The thousands (millions?) of dollars given to the organized crime syndicate... What do you think this did for the Colombian economy? The poisons that ran off the 1000s of acres of monocropped bananas (devastating biodiversity and poisoning the rural poor)? The synthetic fertilizers that caused the cultural eutrophication of lakes and rivers? The deforestation to get the whole operation going in the first place? Oh, but they paid a couple people a few pesos to be exposed to mutagenic biocides (and carry it home on their cloths for their families to enjoy). Those pesos feed the now cancer ridden family.

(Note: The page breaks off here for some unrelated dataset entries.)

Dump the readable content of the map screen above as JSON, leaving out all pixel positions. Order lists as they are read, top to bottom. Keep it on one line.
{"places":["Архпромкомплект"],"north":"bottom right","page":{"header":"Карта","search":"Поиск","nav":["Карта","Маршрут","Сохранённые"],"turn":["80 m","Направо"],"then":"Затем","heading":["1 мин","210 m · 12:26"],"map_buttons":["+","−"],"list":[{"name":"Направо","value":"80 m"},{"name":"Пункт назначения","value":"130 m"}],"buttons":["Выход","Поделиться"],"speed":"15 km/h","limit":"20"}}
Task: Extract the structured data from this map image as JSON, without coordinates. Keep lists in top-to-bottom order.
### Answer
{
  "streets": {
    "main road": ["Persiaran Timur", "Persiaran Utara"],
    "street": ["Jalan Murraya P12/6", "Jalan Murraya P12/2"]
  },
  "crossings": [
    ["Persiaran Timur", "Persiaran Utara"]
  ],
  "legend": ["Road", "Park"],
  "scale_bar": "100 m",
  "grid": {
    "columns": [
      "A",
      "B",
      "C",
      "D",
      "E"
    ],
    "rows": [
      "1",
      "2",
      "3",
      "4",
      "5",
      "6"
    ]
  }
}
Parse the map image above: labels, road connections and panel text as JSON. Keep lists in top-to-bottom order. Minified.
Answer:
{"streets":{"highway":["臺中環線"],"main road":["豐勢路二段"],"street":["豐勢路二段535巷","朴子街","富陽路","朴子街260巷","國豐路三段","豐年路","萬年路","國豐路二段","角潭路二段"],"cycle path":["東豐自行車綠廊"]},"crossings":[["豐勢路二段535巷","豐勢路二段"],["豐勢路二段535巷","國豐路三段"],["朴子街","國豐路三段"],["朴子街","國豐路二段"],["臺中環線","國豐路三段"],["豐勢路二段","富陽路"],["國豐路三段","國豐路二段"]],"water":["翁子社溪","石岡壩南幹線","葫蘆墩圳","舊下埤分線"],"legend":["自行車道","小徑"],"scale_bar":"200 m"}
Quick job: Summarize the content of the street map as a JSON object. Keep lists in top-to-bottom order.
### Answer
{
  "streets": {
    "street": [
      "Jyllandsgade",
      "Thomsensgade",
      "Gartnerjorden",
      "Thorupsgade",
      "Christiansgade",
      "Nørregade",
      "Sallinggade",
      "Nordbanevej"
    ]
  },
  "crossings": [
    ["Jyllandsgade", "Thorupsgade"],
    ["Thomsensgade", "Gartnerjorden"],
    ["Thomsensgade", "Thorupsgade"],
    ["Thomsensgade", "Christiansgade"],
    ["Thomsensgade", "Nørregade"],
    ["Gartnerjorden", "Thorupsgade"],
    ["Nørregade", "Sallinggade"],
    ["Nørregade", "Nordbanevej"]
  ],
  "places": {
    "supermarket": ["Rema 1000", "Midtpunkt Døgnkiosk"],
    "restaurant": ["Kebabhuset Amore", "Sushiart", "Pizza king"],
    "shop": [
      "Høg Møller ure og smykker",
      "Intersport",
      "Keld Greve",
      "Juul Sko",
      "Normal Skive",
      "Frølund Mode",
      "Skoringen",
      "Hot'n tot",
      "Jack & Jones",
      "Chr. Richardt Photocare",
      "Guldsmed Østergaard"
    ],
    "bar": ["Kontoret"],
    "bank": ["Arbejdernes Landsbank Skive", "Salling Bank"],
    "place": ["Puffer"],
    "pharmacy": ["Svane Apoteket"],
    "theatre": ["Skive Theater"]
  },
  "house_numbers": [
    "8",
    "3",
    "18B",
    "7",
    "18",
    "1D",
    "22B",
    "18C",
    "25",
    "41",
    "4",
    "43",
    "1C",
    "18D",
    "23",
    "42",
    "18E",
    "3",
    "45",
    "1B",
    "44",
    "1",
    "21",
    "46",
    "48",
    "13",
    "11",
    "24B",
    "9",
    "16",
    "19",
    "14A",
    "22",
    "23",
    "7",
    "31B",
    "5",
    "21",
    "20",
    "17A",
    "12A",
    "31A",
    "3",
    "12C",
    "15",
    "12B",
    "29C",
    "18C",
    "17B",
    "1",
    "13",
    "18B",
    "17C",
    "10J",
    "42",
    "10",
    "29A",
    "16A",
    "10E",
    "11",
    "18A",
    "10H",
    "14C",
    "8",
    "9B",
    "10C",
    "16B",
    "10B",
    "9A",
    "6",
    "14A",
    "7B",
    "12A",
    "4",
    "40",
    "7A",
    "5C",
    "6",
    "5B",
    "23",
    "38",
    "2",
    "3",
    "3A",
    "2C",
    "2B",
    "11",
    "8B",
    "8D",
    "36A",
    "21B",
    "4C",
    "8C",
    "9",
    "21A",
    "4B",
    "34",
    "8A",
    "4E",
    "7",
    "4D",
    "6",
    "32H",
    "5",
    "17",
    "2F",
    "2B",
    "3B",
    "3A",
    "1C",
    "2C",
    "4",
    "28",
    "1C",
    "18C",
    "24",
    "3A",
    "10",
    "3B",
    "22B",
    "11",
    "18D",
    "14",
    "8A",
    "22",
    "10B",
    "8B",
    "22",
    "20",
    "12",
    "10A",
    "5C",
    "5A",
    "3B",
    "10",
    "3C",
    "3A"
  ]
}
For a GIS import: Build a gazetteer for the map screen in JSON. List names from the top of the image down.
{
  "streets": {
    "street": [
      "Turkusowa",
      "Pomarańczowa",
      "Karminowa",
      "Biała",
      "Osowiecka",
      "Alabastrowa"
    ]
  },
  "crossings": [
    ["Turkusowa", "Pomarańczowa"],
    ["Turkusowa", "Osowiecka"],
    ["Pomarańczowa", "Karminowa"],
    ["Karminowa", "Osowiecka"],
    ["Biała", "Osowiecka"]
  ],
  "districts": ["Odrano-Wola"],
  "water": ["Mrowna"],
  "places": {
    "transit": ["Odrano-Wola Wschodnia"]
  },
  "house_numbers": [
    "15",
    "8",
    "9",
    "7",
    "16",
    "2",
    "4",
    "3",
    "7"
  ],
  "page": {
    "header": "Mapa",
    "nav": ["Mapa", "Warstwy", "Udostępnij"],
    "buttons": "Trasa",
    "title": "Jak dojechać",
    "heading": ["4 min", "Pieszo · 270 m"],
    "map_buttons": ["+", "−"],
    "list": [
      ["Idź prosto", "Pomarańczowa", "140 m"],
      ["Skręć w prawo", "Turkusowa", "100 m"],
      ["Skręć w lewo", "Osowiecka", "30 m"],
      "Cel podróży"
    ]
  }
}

Almost forgot! What about all the local bananas that could no longer be sold at the local markets, because the industrial ones are so much cheaper. Does the destruction of the local market get quantified in "affects on economy"? Do any of the environmental factors? At least we should quantify the death and destruction caused directly by the payments made to mobsters.

I think it is painfully obvious who is benefiting from the Chiquita banana machine: chiquita and mobsters. And we think it could be bad for the Colombian economy if they left?

In the short term, yes, I think it would be a blow to the Columbian economy to lose such a big spender in their country. In the long term, however, you are probably right: environmental degradation and potential healthcare losses in the future would probably outweigh the cost of getting banana plantations out.
 
No matter. If Chiquita upped and left, I'm sure taxpayers would ride to the rescue with aid to the Colombian government.
 
Nanas is good for uuu

I love 'em.
 
The issue that seems to be mostly ignored here is whether any of those payments were actually pro-active instead of reactive, which is Chiquita's claim but isn't necessarily accurate.

In other words, the question is if any payment was made not in response to an extortion or threat but in order to accomplish something, such as murders or intimidation of union leaders, which also occurred at the time and which have also been documented.

Just something for you guys to think about, nothing more.

My country is screwed up. :(

(If I was Chiquita, I'd move out of there.)
Screwed up it may be in comparison to most of the countries represented here, but I wouldn't be so absolute.

They could try setting up operations elsewhere in the same country, take enough legitimate security measures and actually try treating their workers better for a change...you know, something not that hard to do.
 
Paying off guerillas for safety is only going to convince them to ask for more each and every time.
 
I don't see how the U.S is entitled to any many here.